▸ Goal of the exercise
Without the pictures, output the records below word for word.

[[ Data for this exercise, beginning ]]

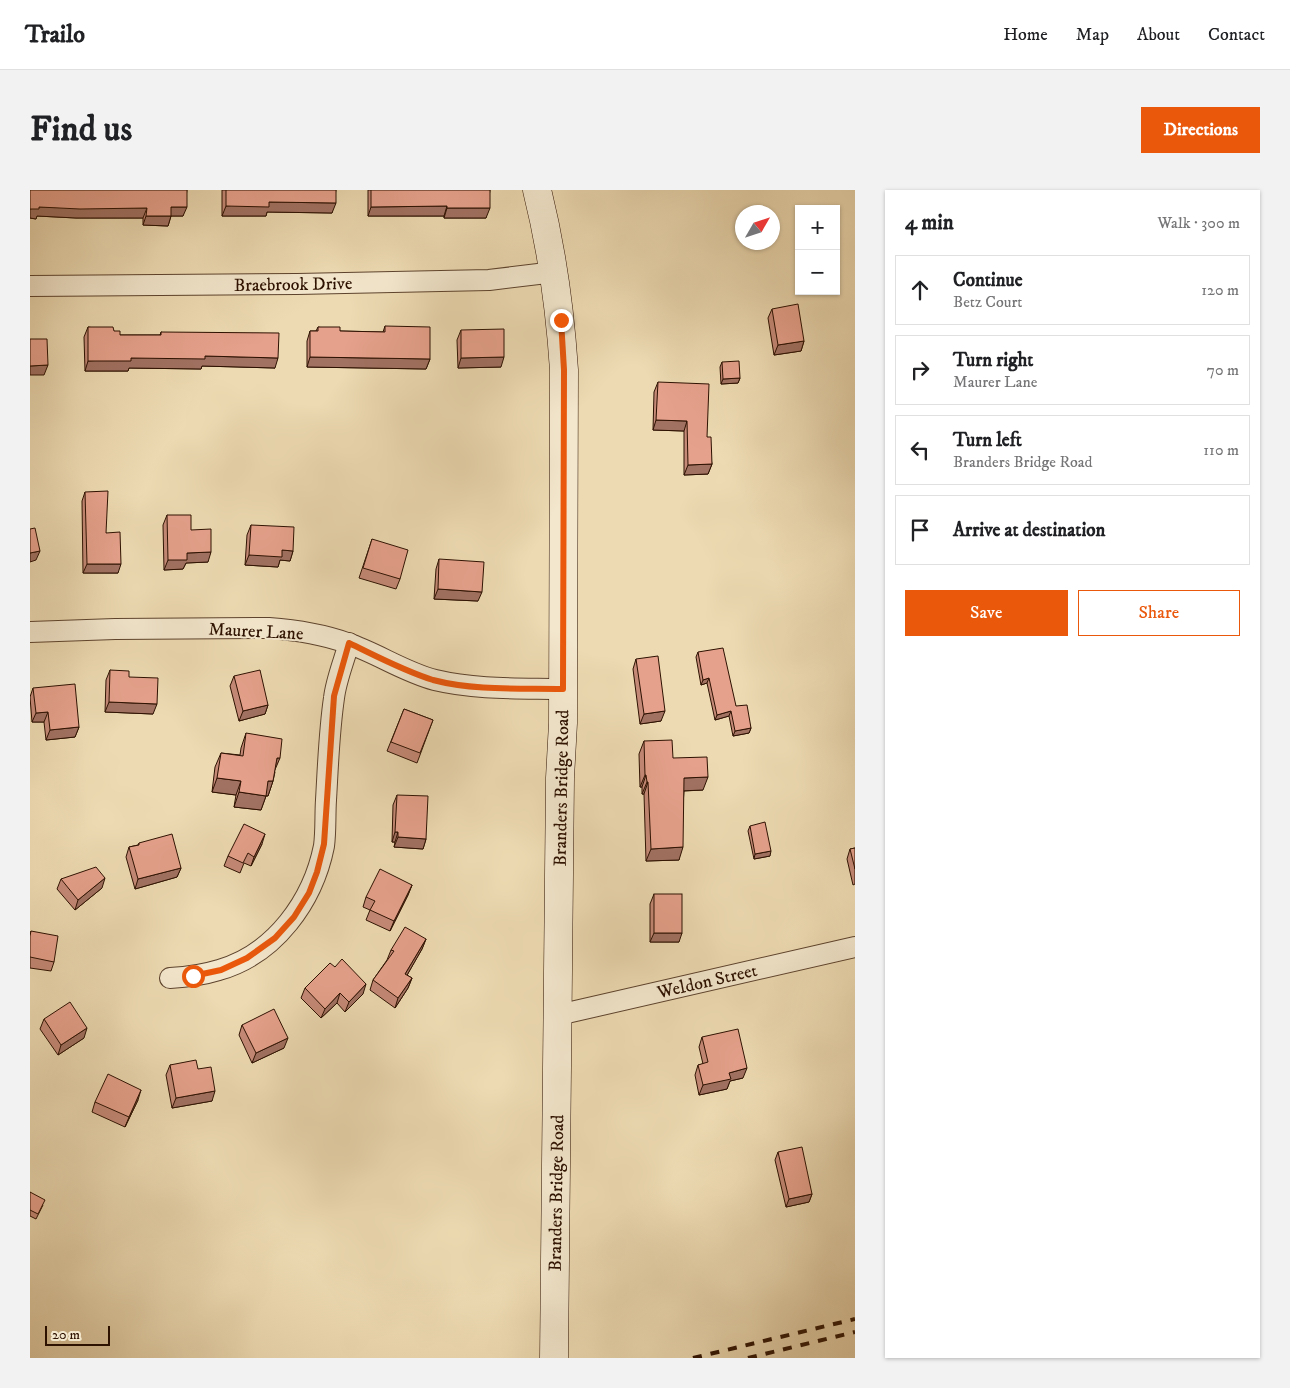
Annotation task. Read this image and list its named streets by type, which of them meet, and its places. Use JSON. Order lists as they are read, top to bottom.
{
  "streets": {
    "street": [
      "Braebrook Drive",
      "Maurer Lane",
      "Branders Bridge Road",
      "Weldon Street"
    ]
  },
  "crossings": [
    ["Braebrook Drive", "Branders Bridge Road"],
    ["Maurer Lane", "Branders Bridge Road"],
    ["Branders Bridge Road", "Weldon Street"]
  ],
  "scale_bar": "20 m",
  "north": "top right",
  "page": {
    "header": "Trailo",
    "nav": [
      "Home",
      "Map",
      "About",
      "Contact"
    ],
    "buttons": [
      "Directions",
      ["Save", "Share"]
    ],
    "title": "Find us",
    "heading": ["4 min", "Walk · 300 m"],
    "map_buttons": ["+", "−"],
    "list": [
      ["Continue", "Betz Court", "120 m"],
      ["Turn right", "Maurer Lane", "70 m"],
      ["Turn left", "Branders Bridge Road", "110 m"],
      "Arrive at destination"
    ],
    "scale": "20 m"
  }
}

[[ Data for this exercise, end ]]

▸ Written solution
Annotation task. Read this image and list its named streets by type, which of them meet, and its places. Use JSON. Order lists as they are read, top to bottom.
{
  "streets": {
    "street": [
      "Braebrook Drive",
      "Maurer Lane",
      "Branders Bridge Road",
      "Weldon Street"
    ]
  },
  "crossings": [
    ["Braebrook Drive", "Branders Bridge Road"],
    ["Maurer Lane", "Branders Bridge Road"],
    ["Branders Bridge Road", "Weldon Street"]
  ],
  "scale_bar": "20 m",
  "north": "top right",
  "page": {
    "header": "Trailo",
    "nav": [
      "Home",
      "Map",
      "About",
      "Contact"
    ],
    "buttons": [
      "Directions",
      ["Save", "Share"]
    ],
    "title": "Find us",
    "heading": ["4 min", "Walk · 300 m"],
    "map_buttons": ["+", "−"],
    "list": [
      ["Continue", "Betz Court", "120 m"],
      ["Turn right", "Maurer Lane", "70 m"],
      ["Turn left", "Branders Bridge Road", "110 m"],
      "Arrive at destination"
    ],
    "scale": "20 m"
  }
}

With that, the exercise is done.